The EasyLiving team recommends not talking in absolutes, ultimatums, and specifics about the future. A much better promise is to say “I will always do my best to care for you and make sure you get what you need.” We’ve also heard elders saying they won’t accept anyone coming into their home or will give up something “over my dead body”. Sometimes they’ll even say they’d prefer to kill themselves if they get to a certain point. But, these feelings often change when we are in the situation. It only makes it harder to face challenges when we use this language. If you need help discussing aging or care concerns (or just have questions), set up a consultation with one of our care managers.

4. We stopped speaking to and about elders like children.

This really struck us when we heard the doctor’s assistant calling Mom “sweetie” and “honey”. But, even worse was when the doctor himself ignored Mom and directed everything to us. Another time when shopping with Dad someone called him “cute”. We saw a clear pattern of dismissing elders.

And, then we realized we had done it too. As we were trying to talk to our parents about some concerns and possible changes, we kept fighting. They continually resisted our suggestions or undid things we put into place.

Finally, we sat down to meet with a care manager. It was only then that we realized we’d been approaching things all wrong. Our words had made our parents feel like we didn’t think they could make decisions anymore. We hadn’t given them space to express their feelings or process things. Just like when someone obviously spoke to them in a patronizing way, our approach had dismissed the intelligent, experienced people they are.

5. Our language about forgetfulness and dementia was leading to more misunderstanding.

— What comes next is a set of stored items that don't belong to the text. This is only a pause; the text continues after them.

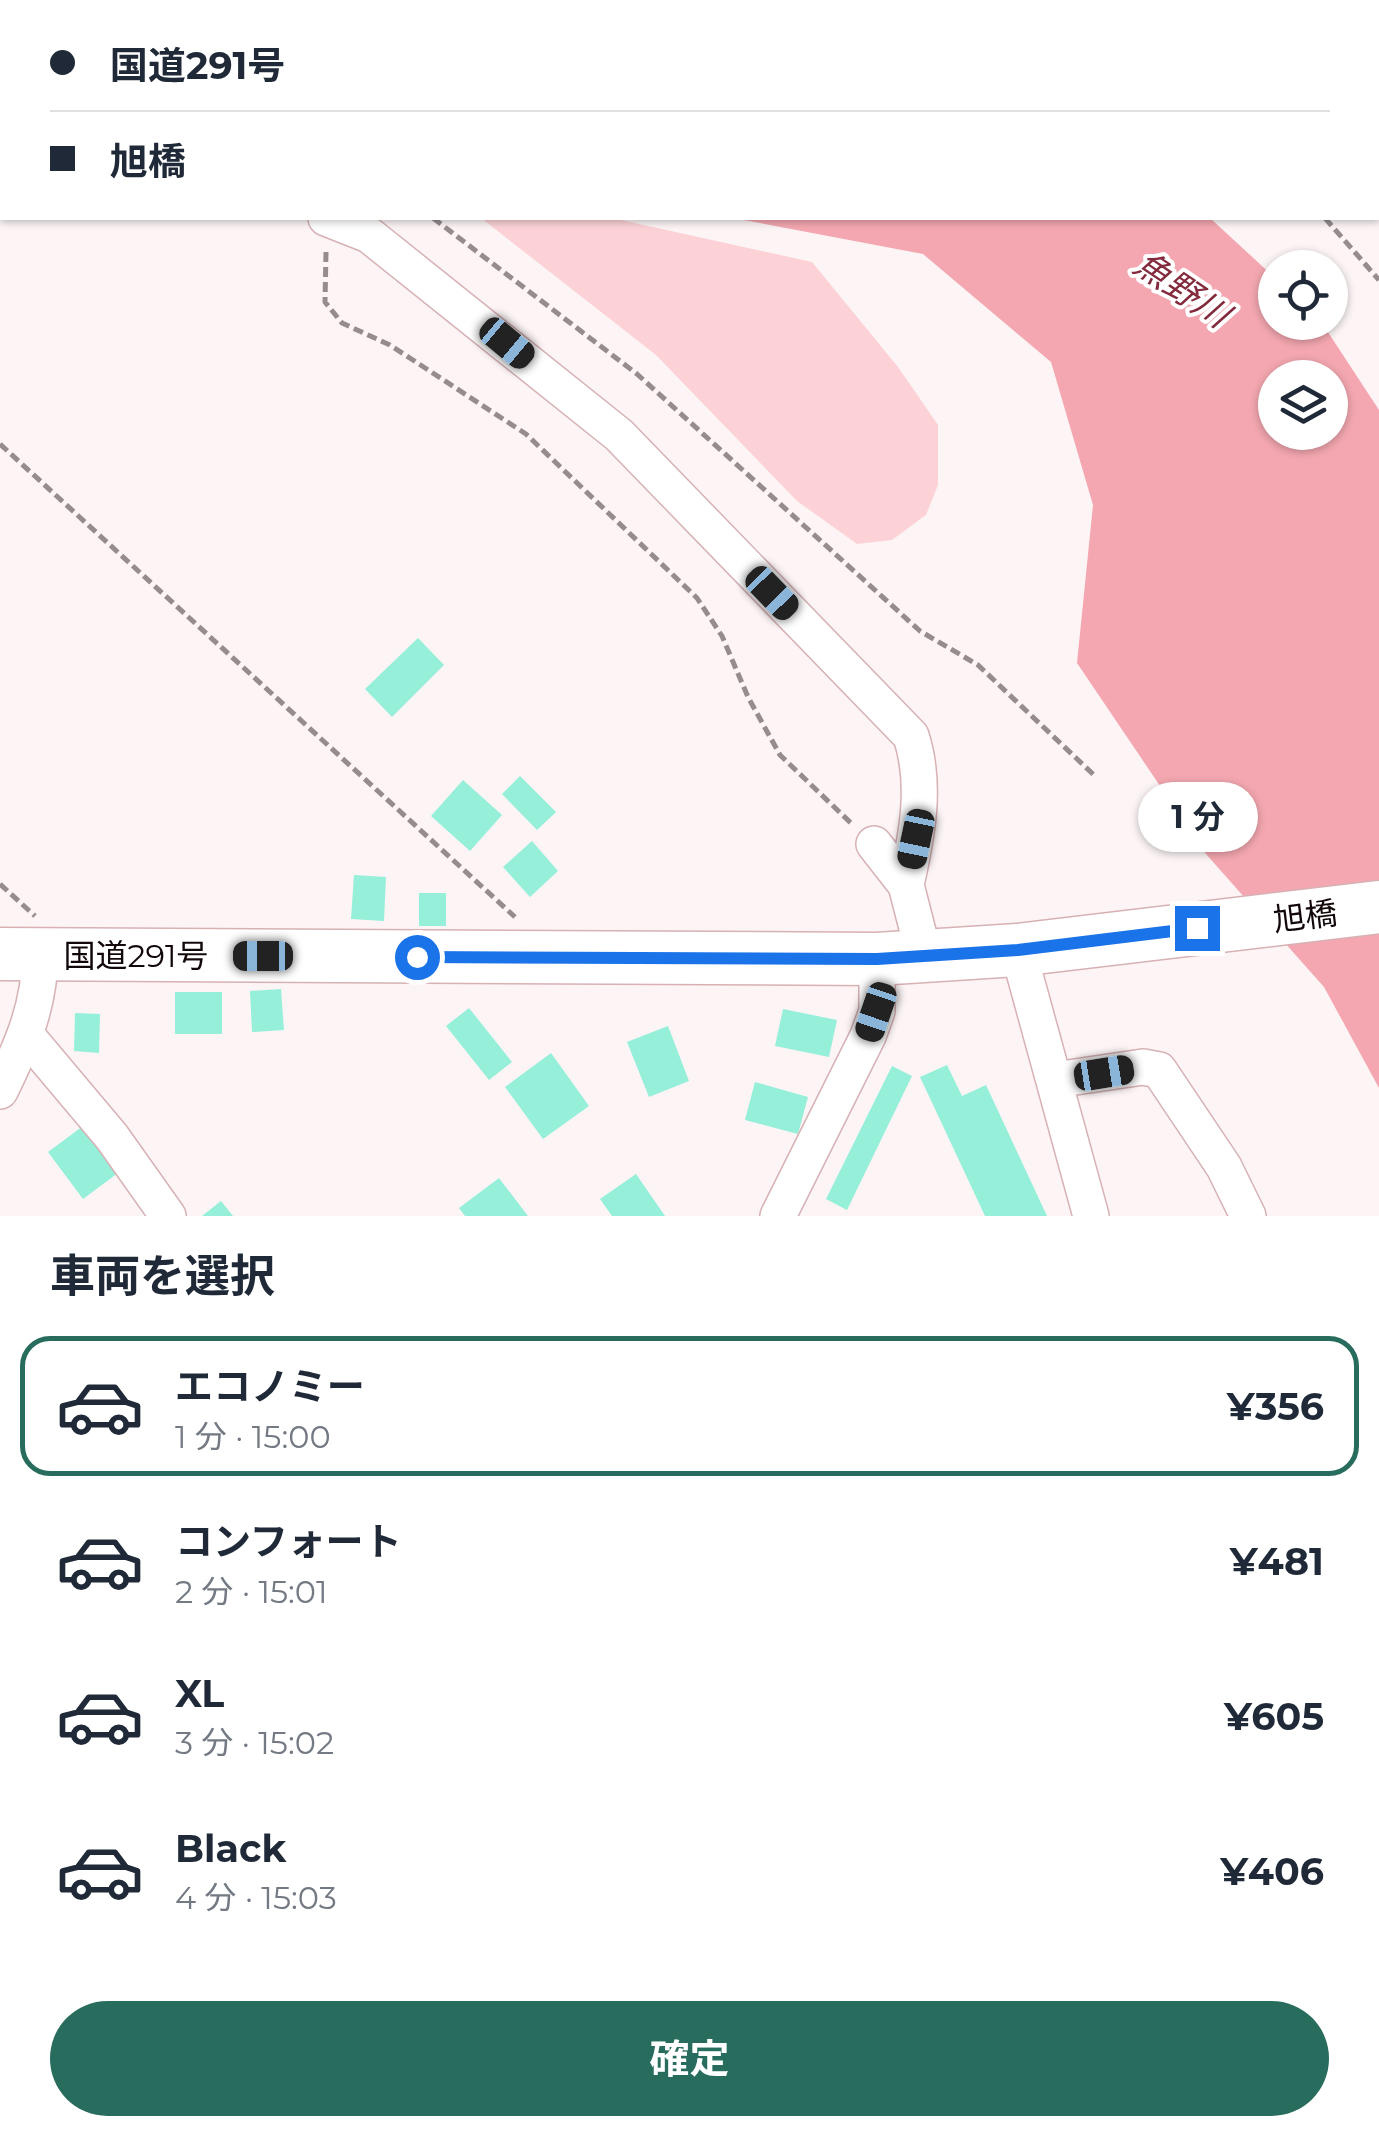 <!DOCTYPE html>
<html lang="ja">
<head>
<meta charset="utf-8">
<style>
  body { margin:0; font-family:Montserrat,"Noto Sans JP",sans-serif; background:#f2f2f3; color:#1f2937; height:100vh; display:flex; flex-direction:column; font-size:38px; white-space:nowrap }
  * { box-sizing:border-box; margin:0 }
  p { font-size:32px; color:#747a83 }
  .icon { flex:none; width:55px; height:55px; fill:none; stroke:currentColor; stroke-width:2; stroke-linecap:round; stroke-linejoin:round }
  .map { position:relative; height:1216px; overflow:hidden }
  .drawer { display:flex; flex-direction:column; background:#fff; flex:1 }
  .drawer>* { flex:none }
  .hud { position:absolute; left:0px; top:0px; width:1380px; height:220px; box-shadow:0 2px 8px #0004; display:grid; align-content:center; height:220px; padding:0 50px; background:#fff }
  .fabs { position:absolute; left:1258px; top:250px; display:grid; gap:20px }
  .fabs a { display:grid; place-items:center; width:90px; height:90px; border-radius:50%; background:#fff; box-shadow:0 2px 8px #0004; font-size:50px }
  .end { position:absolute; width:45px; height:45px; margin:-22px; border:12px solid #1a73e8; background:#fff; box-shadow:0 0 0 5px #fff }
  .from { border-radius:50% }
  .bubble { position:absolute; height:70px; border-radius:35px; background:#fff; box-shadow:0 2px 8px #0004; font-size:32px; font-weight:700; line-height:70px; text-align:center }
  .car { position:absolute; width:30px; height:60px; margin:-30px -15px; border-radius:12px; box-shadow:0 0 8px 2px #0007; background:linear-gradient(#222 24%,#8ab4d8 0 40%,#222 0 76%,#8ab4d8 0 86%,#222 0) }
  .hud b { display:flex; align-items:center; gap:35px; height:95px; font-size:38px }
  .hud b+b { border-top:2px solid #e0e1e3 }
  .hud i { width:25px; height:25px; background:#1f2937 }
  ul { padding:0; list-style:none }
  li { display:flex; align-items:center; gap:30px; height:140px; margin:0 20px 15px; padding:0 30px; border:5px solid transparent; border-radius:30px }
  li div { flex:1 }
  li b { display:block; font-size:38px }
  li em { font-style:normal; font-weight:700 }
  li.selected { border-color:#286c5e }
  li>.icon { width:90px; height:90px; stroke-width:1.5 }
  h2 { padding:0 50px; font-size:45px; line-height:120px }
  .button { display:flex; gap:20px; margin-top:auto; padding:20px 50px }
  .button a { flex:1; height:115px; border-radius:60px; background:#286c5e; color:#fff; font-size:40px; font-weight:700; line-height:115px; text-align:center }
  .map>svg:first-child { display:block }
  .green { fill:#fcd2d6 }
  .water { fill:#f4a7b0; fill-rule:evenodd }
  .building { fill:#95efd9 }
  .lines { fill:none; stroke-linecap:round; stroke-linejoin:round }
  .minor-casing { stroke:#d7b1b4; stroke-width:38 }
  .highway-casing { stroke:#d7b1b4; stroke-width:55 }
  .path { stroke:#958c8d; stroke-width:5; stroke-dasharray:10 5; stroke-linecap:butt }
  .minor { stroke:#fff; stroke-width:35 }
  .highway { stroke:#fff; stroke-width:52 }
  .route { stroke:#1a73e8; stroke-width:12 }
  .labels { text-anchor:middle; dominant-baseline:central; stroke-width:8; stroke-linejoin:round; paint-order:stroke }
  .street-label { font-size:32px; fill:#130809; stroke:#fff }
  .water-label { font-size:35px; font-style:italic; fill:#832b3d; stroke:#fff }
</style>
</head>
<body>
<div class="map">
<svg width="1379" height="1216" viewBox="0 0 1379 1216">
  <rect width="100%" height="100%" fill="#fcf4f5"/>
  <path class="green" d="M 481,218 L 612,218 L 812,262 L 898,367 L 938,425 L 938,485 L 926,515 L 892,540 L 857,544 L 797,501 L 656,355 Z"/>
  <path class="water" d="M 323,0 L 983,0 L 986,2 L 327,2 Z
    M 733,218 L 1210,218 L 1275,278 L 1275,322 L 1322,323 L 1379,410 L 1379,1088 L 1324,987 L 1206,854 L 1077,663 L 1093,505 L 1051,362 L 923,254 ZM 1275,378 L 1330,378 L 1330,432 L 1275,432 Z"/>
  <path class="building" d="M 418,638 L 444,665 L 392,717 L 365,689 Z
    M 520,776 L 556,812 L 537,830 L 502,794 Z
    M 463,780 L 502,815 L 470,851 L 431,816 Z
    M 532,841 L 558,871 L 530,897 L 503,867 Z
    M 354,875 L 386,877 L 384,921 L 351,919 Z
    M 419,893 L 446,893 L 446,926 L 419,926 Z
    M 281,989 L 284,1030 L 252,1032 L 250,991 Z
    M 175,992 L 222,992 L 222,1034 L 175,1034 Z
    M 469,1008 L 512,1062 L 489,1080 L 446,1026 Z
    M 783,1009 L 837,1020 L 829,1057 L 775,1046 Z
    M 75,1013 L 100,1014 L 99,1053 L 74,1051 Z
    M 668,1026 L 689,1081 L 649,1097 L 627,1042 Z
    M 551,1053 L 589,1106 L 543,1139 L 505,1087 Z
    M 947,1065 L 962,1096 L 986,1085 L 1047,1216 L 985,1216 L 920,1077 Z
    M 892,1066 L 912,1076 L 847,1210 L 826,1199 Z
    M 755,1082 L 808,1097 L 798,1134 L 745,1120 Z
    M 83,1126 L 118,1173 L 83,1199 L 48,1152 Z
    M 636,1174 L 665,1216 L 612,1216 L 600,1199 Z
    M 499,1178 L 528,1216 L 465,1216 L 459,1208 Z
    M 221,1201 L 233,1216 L 202,1216 Z"/>
  <g class="lines">
    <g class="minor-casing">
      <path id="minor" d="M 32,0 L 36,2
        M 326,218 L 369,235 L 619,435 L 911,736 C 927,785 917,835 906,885
        M 874,844 L 906,885 L 924,955
        M 1018,950 L 1091,1216
        M 27,1036 L 112,1137 L 168,1216
        M 1055,1080 L 1143,1067 L 1159,1070 L 1224,1167 L 1248,1216
        M 0,1091 C 22,1046 40,1005 40,954
        M 778,1216 L 868,1036 L 877,1011 L 877,959"/>
    </g>
    <g class="highway-casing">
      <path id="highway" d="M 0,954 L 877,959 L 1018,950 L 1379,907"/>
    </g>
    <path class="path" d="M 136,0 L 140,2
      M 1107,0 L 1110,2
      M 433,218 L 637,374 L 920,631 L 978,665 L 1095,776
      M 1325,218 L 1379,280
      M 326,252 L 325,302 L 342,323 L 390,345 L 526,434 L 697,598 L 722,636 L 748,697 L 780,755 L 853,825
      M 0,444 L 515,917
      M 0,884 L 35,916"/>
    <use href="#minor" class="minor"/>
    <use href="#highway" class="highway"/>
  </g>
  <g class="lines">
    <path class="route" d="M 417,957 L 877,959 L 1018,950 L 1197,928"/>
  </g>
  <g class="labels">
    <g class="street-label">
      <text transform="translate(1305 916) rotate(-7)">旭橋</text>
      <text x="136" y="955">国道291号</text>
    </g>
    <g class="water-label">
      <text transform="translate(1182 289) rotate(34)">魚野川</text>
    </g>
  </g>
</svg>
<div class="fabs">
<a><svg class="icon" aria-label="locate" viewBox="0 0 24 24"><circle cx="12" cy="12" r="6"/><path d="M12 2v4M12 18v4M2 12h4M18 12h4"/></svg></a>
<a><svg class="icon" aria-label="layers" viewBox="0 0 24 24"><path d="M12 4l9 5-9 5-9-5zM3 14l9 5 9-5"/></svg></a>
</div>
<i class="end from" style="left:417px;top:957px"></i>
<i class="end" style="left:1197px;top:928px"></i>
<div class="bubble" style="left:1138px;top:782px;width:120px">1 分</div>
<i class="car" style="left:507px;top:343px;rotate:130deg"></i>
<i class="car" style="left:772px;top:593px;rotate:136deg"></i>
<i class="car" style="left:916px;top:839px;rotate:192deg"></i>
<i class="car" style="left:263px;top:956px;rotate:270deg"></i>
<i class="car" style="left:876px;top:1012px;rotate:199deg"></i>
<i class="car" style="left:1104px;top:1073px;rotate:81deg"></i>
<div class="hud">
<b><i class="from"></i>国道291号</b>
<b><i></i>旭橋</b>
</div>
</div>
<section class="drawer">
<h2>車両を選択</h2>
<ul>
<li class="selected"><svg class="icon" aria-label="car" viewBox="0 0 24 24"><path d="M5 17H2v-5l4-1 3-4h7l3 4 3 1v5h-3M9 17h6M6 11h13"/><circle cx="7" cy="17" r="2"/><circle cx="17" cy="17" r="2"/></svg><div><b>エコノミー</b><p>1 分 · 15:00</p></div><em>¥356</em></li>
<li><svg class="icon" aria-label="car" viewBox="0 0 24 24"><path d="M5 17H2v-5l4-1 3-4h7l3 4 3 1v5h-3M9 17h6M6 11h13"/><circle cx="7" cy="17" r="2"/><circle cx="17" cy="17" r="2"/></svg><div><b>コンフォート</b><p>2 分 · 15:01</p></div><em>¥481</em></li>
<li><svg class="icon" aria-label="car" viewBox="0 0 24 24"><path d="M5 17H2v-5l4-1 3-4h7l3 4 3 1v5h-3M9 17h6M6 11h13"/><circle cx="7" cy="17" r="2"/><circle cx="17" cy="17" r="2"/></svg><div><b>XL</b><p>3 分 · 15:02</p></div><em>¥605</em></li>
<li><svg class="icon" aria-label="car" viewBox="0 0 24 24"><path d="M5 17H2v-5l4-1 3-4h7l3 4 3 1v5h-3M9 17h6M6 11h13"/><circle cx="7" cy="17" r="2"/><circle cx="17" cy="17" r="2"/></svg><div><b>Black</b><p>4 分 · 15:03</p></div><em>¥406</em></li>
</ul>
<div class="button"><a>確定</a></div>
</section>
</body>
</html>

First of all, when our aunt developed Alzheimer’s disease we stopped making jokes about “senior moments”. We learned a lot about the disease and assumptions we’d been making. Most of us thought memory loss was a part of aging. Now we know that while some changes in memory and thinking do happen with age, true memory loss is not normal. We feel terms like “senior moment” get people confused and maybe keep them from seeking evaluations when there’s a potential problem.

Similarly, as our aunt got worse, we’d all say “it’s not Alzheimer’s, maybe just a little dementia”. When we started learning more, we realized this didn’t make sense. Alzheimer’s had such a stigma in our minds that we didn’t want to consider that’s what it could be. However, dementia is not a diagnosis. It’s just a catch-all term for Alzheimer’s and other similar diseases. We talked to many others who faced similar confusion. So, we made a concerted effort to use proper terminology and not talk in euphemisms about serious issues.

Learn more about signs of Alzheimer’s disease v. what’s normal, terminology, getting a diagnosis and more.

Changing how we talk about aging changes how we see aging. Perception affects our experiences. We now understand this is why how we talk about aging is so important. Working with an EasyLiving care manager helped our family have loving, honest conversations. She guided us through some conflicts and kept us from being overwhelmed or discouraged. The process empowered our parents and relieved a lot of stress on us.